[Dataset entries]
+---+
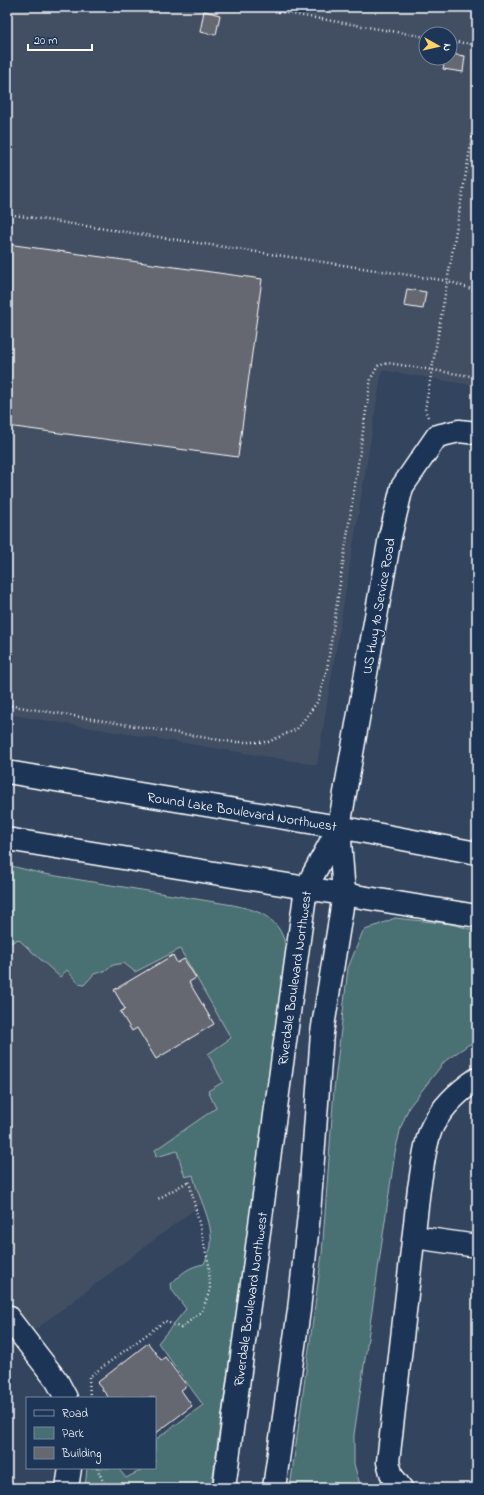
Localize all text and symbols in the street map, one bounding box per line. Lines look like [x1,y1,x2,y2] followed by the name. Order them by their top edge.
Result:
[28,26,92,52] scale bar
[418,26,458,66] north arrow
[34,32,57,50] text: 20 m
[438,42,455,52] text: N
[357,536,403,676] street label: US Hwy 10 Service Road
[146,787,338,838] street label: Round Lake Boulevard Northwest
[273,889,318,1067] street label: Riverdale Boulevard Northwest
[229,1210,274,1388] street label: Riverdale Boulevard Northwest
[26,1397,156,1469] legend
[62,1405,88,1423] text: Road
[62,1425,84,1443] text: Park
[61,1445,101,1464] text: Building

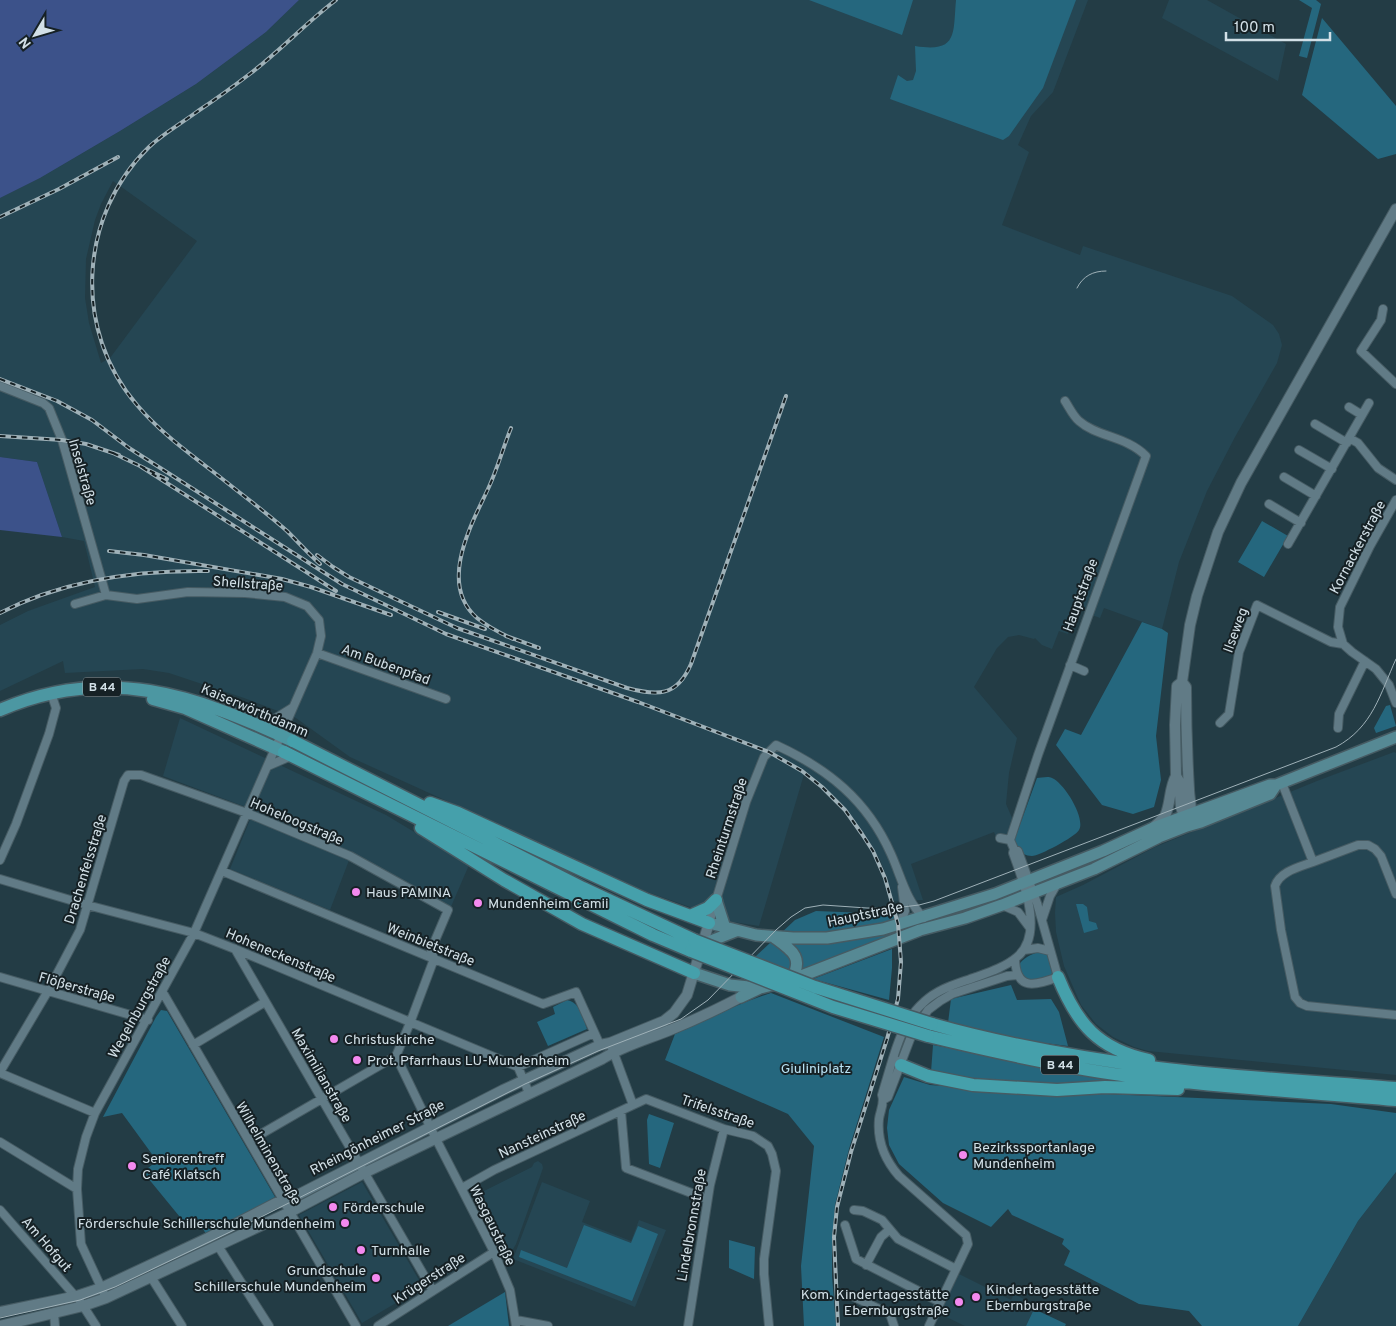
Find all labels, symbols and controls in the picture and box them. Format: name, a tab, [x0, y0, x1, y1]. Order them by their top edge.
north arrow	[10, 10, 60, 60]
scale bar	[1226, 10, 1330, 42]
text: 100 m	[1234, 19, 1275, 38]
text: N	[16, 33, 36, 51]
street label: Inselstraße	[64, 437, 99, 508]
street label: Kornackerstraße	[1327, 498, 1390, 597]
street label: Hauptstraße	[1060, 557, 1102, 634]
street label: Shellstraße	[212, 574, 284, 595]
street label: Ilseweg	[1220, 606, 1252, 655]
street label: Am Bubenpfad	[339, 641, 432, 689]
road number: B 44	[83, 678, 121, 696]
street label: Kaiserwörthdamm	[198, 681, 311, 742]
street label: Rheinturmstraße	[703, 776, 752, 881]
street label: Hoheloogstraße	[247, 795, 346, 850]
street label: Drachenfelsstraße	[62, 812, 111, 926]
place label: Haus PAMINA	[366, 885, 451, 902]
marker: Haus PAMINA	[350, 886, 362, 898]
place label: Mundenheim Camii	[488, 896, 609, 913]
marker: Mundenheim Camii	[472, 897, 484, 909]
street label: Hauptstraße	[826, 899, 905, 932]
street label: Weinbietstraße	[384, 920, 477, 971]
street label: Hoheneckenstraße	[223, 926, 338, 987]
street label: Wegelnburgstraße	[105, 954, 175, 1062]
street label: Flößerstraße	[36, 969, 117, 1008]
street label: Maximilianstraße	[287, 1026, 355, 1126]
place label: Christuskirche	[344, 1032, 435, 1049]
marker: Christuskirche	[328, 1033, 340, 1045]
place label: Prot. Pfarrhaus LU-Mundenheim	[367, 1053, 569, 1070]
marker: Prot. Pfarrhaus LU-Mundenheim	[351, 1054, 363, 1066]
road number: B 44	[1041, 1056, 1079, 1074]
park label: Giuliniplatz	[781, 1061, 851, 1078]
street label: Trifelsstraße	[678, 1092, 757, 1133]
street label: Rheingönheimer Straße	[308, 1097, 448, 1180]
street label: Wilhelminenstraße	[231, 1099, 304, 1208]
street label: Nansteinstraße	[496, 1108, 589, 1163]
place label: Bezirkssportanlage Mundenheim	[973, 1140, 1095, 1173]
marker: Bezirkssportanlage Mundenheim	[957, 1149, 969, 1161]
place label: Seniorentreff Café Klatsch	[142, 1151, 225, 1184]
marker: Seniorentreff Café Klatsch	[126, 1160, 138, 1172]
street label: Lindelbronnstraße	[674, 1168, 711, 1283]
street label: Wasgaustraße	[465, 1183, 518, 1269]
place label: Förderschule	[343, 1200, 425, 1217]
marker: Förderschule	[327, 1201, 339, 1213]
street label: Am Hofgut	[17, 1214, 74, 1276]
place label: Förderschule Schillerschule Mundenheim	[78, 1216, 335, 1233]
marker: Förderschule Schillerschule Mundenheim	[339, 1217, 351, 1229]
place label: Turnhalle	[371, 1243, 430, 1260]
marker: Turnhalle	[355, 1244, 367, 1256]
street label: Krügerstraße	[391, 1250, 469, 1309]
place label: Grundschule Schillerschule Mundenheim	[194, 1263, 366, 1296]
marker: Grundschule Schillerschule Mundenheim	[370, 1272, 382, 1284]
place label: Kindertagesstätte Ebernburgstraße	[986, 1282, 1099, 1315]
place label: Kom. Kindertagesstätte Ebernburgstraße	[801, 1287, 949, 1320]
marker: Kindertagesstätte Ebernburgstraße	[970, 1291, 982, 1303]
marker: Kom. Kindertagesstätte Ebernburgstraße	[953, 1296, 965, 1308]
+---+
▸ **REQUIRED WORK**: Which lines of the data include the word "Ebernburgstraße"? Copy each one.

▸ **WRITTEN REPLY**:
place label: Kindertagesstätte Ebernburgstraße	[986, 1282, 1099, 1315]
place label: Kom. Kindertagesstätte Ebernburgstraße	[801, 1287, 949, 1320]
marker: Kindertagesstätte Ebernburgstraße	[970, 1291, 982, 1303]
marker: Kom. Kindertagesstätte Ebernburgstraße	[953, 1296, 965, 1308]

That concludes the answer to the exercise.